**Problem to work on**
The answer should consist of the full listing below, repeated exactly and free of pictures.

**Collected data**
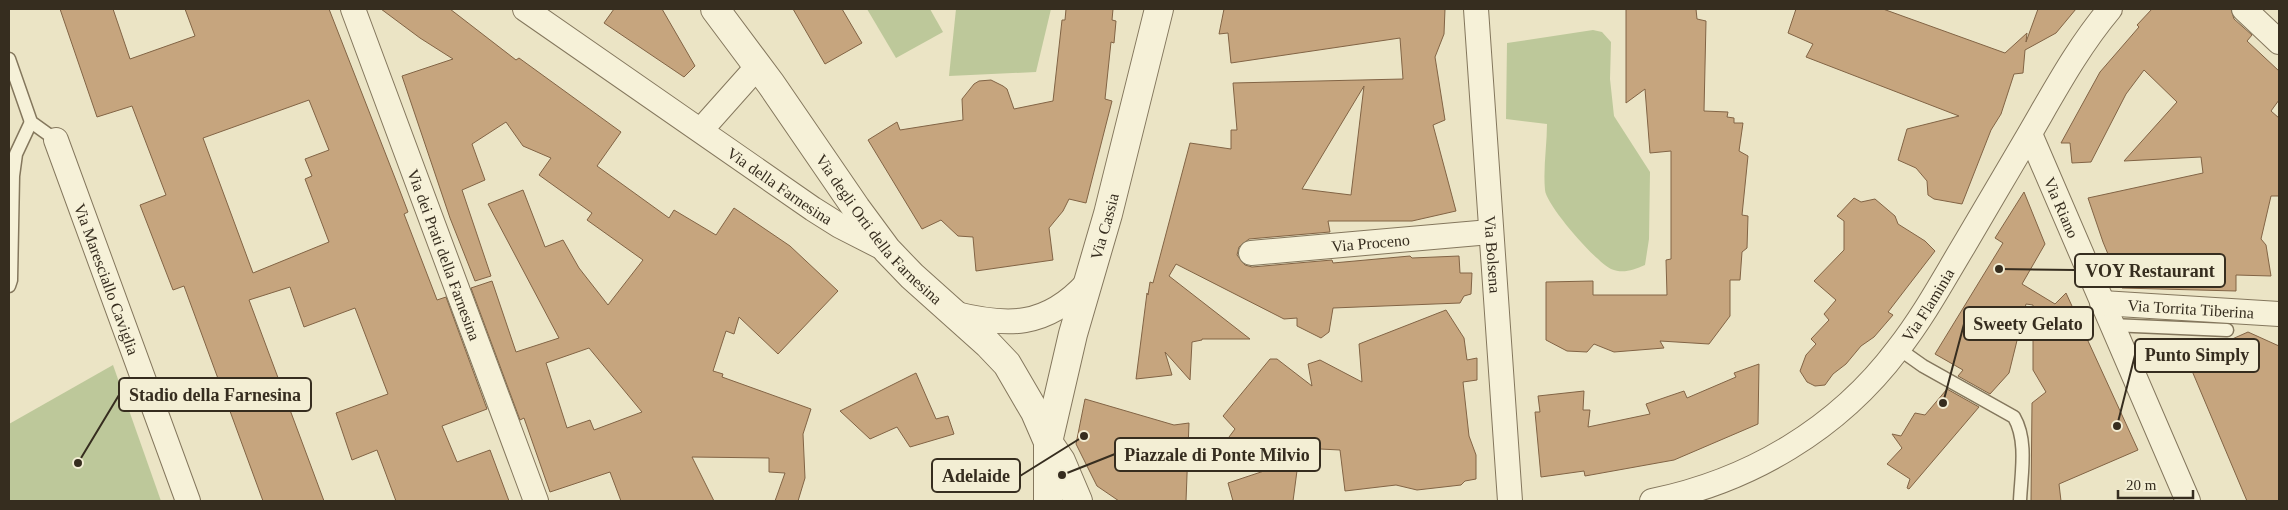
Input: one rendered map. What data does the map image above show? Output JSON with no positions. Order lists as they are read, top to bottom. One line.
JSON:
{"streets":{"street":["Via della Farnesina","Via Riano","Via Cassia","Via degli Orti della Farnesina","Via Proceno","Via dei Prati della Farnesina","Via Bolsena","Via Maresciallo Caviglia","Via Flaminia","Via Torrita Tiberina"]},"crossings":[["Via della Farnesina","Via degli Orti della Farnesina"],["Via Riano","Via Flaminia"],["Via Riano","Via Torrita Tiberina"],["Via Cassia","Via degli Orti della Farnesina"],["Via Proceno","Via Bolsena"]],"places":["VOY Restaurant","Sweety Gelato","Punto Simply","Adelaide","Stadio della Farnesina","Piazzale di Ponte Milvio"],"scale_bar":"20 m"}
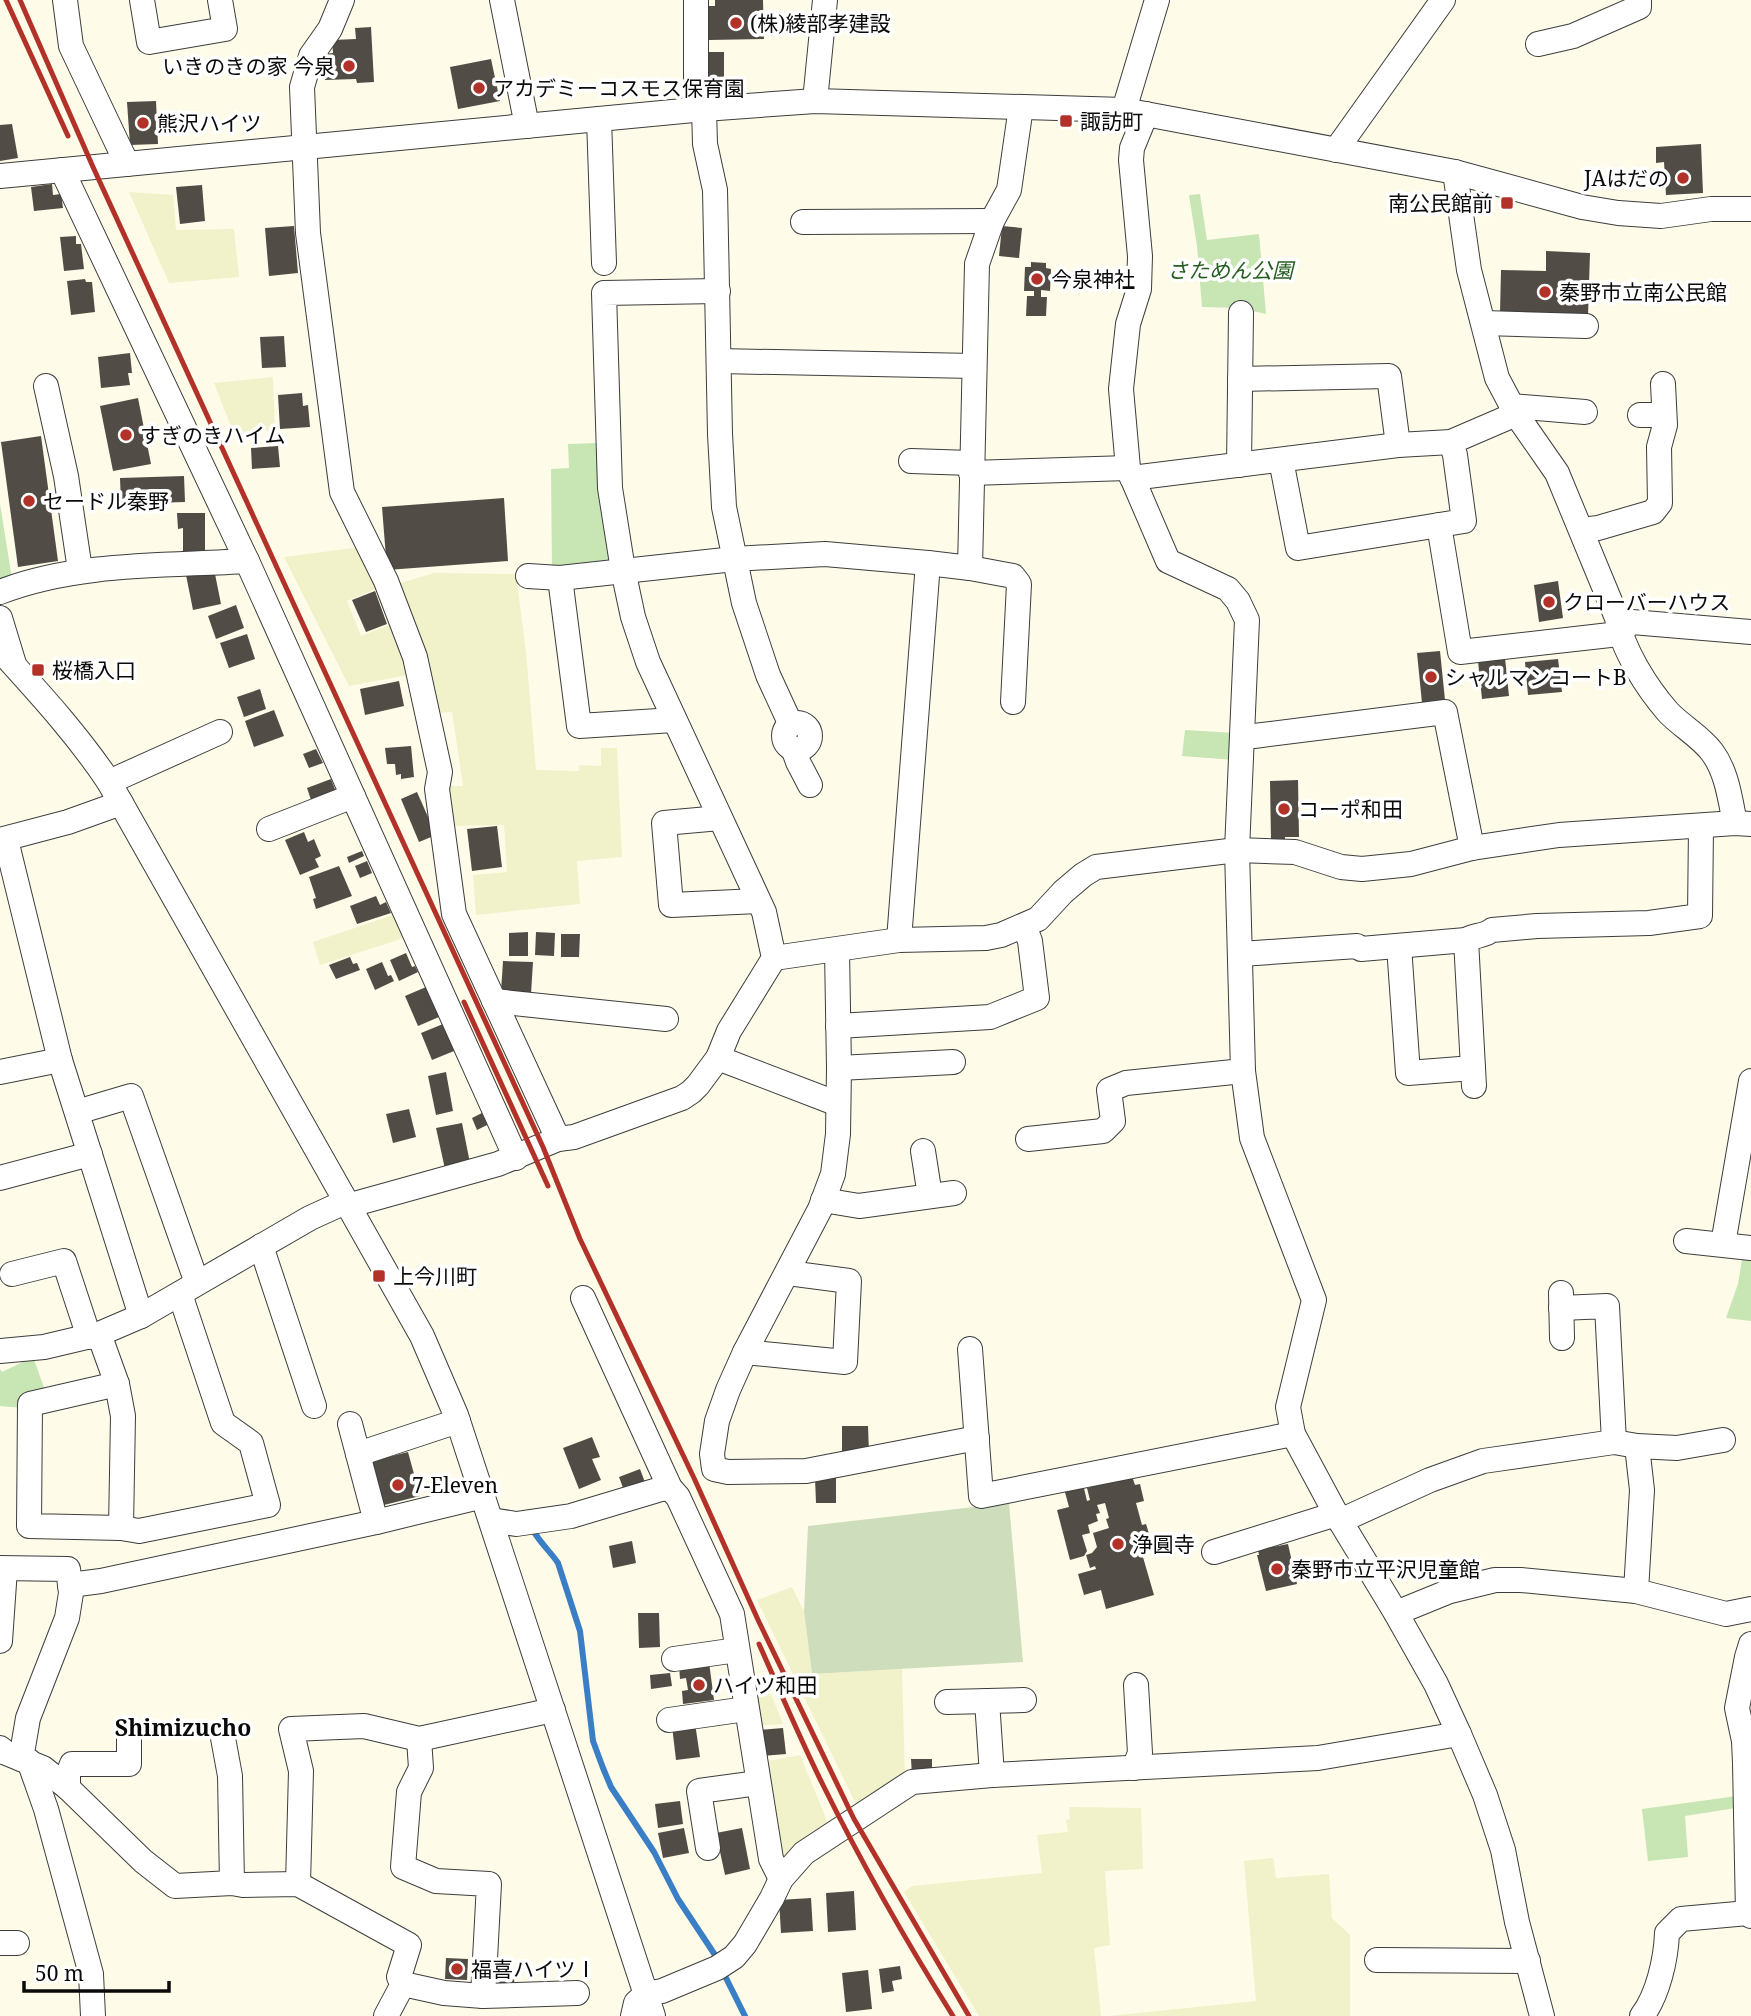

**Task answer**
Input: one rendered map. What data does the map image above show? Output JSON with no positions. Order lists as they are read, top to bottom. One line.
JSON:
{"streets":{"street":["Via della Farnesina","Via Riano","Via Cassia","Via degli Orti della Farnesina","Via Proceno","Via dei Prati della Farnesina","Via Bolsena","Via Maresciallo Caviglia","Via Flaminia","Via Torrita Tiberina"]},"crossings":[["Via della Farnesina","Via degli Orti della Farnesina"],["Via Riano","Via Flaminia"],["Via Riano","Via Torrita Tiberina"],["Via Cassia","Via degli Orti della Farnesina"],["Via Proceno","Via Bolsena"]],"places":["VOY Restaurant","Sweety Gelato","Punto Simply","Adelaide","Stadio della Farnesina","Piazzale di Ponte Milvio"],"scale_bar":"20 m"}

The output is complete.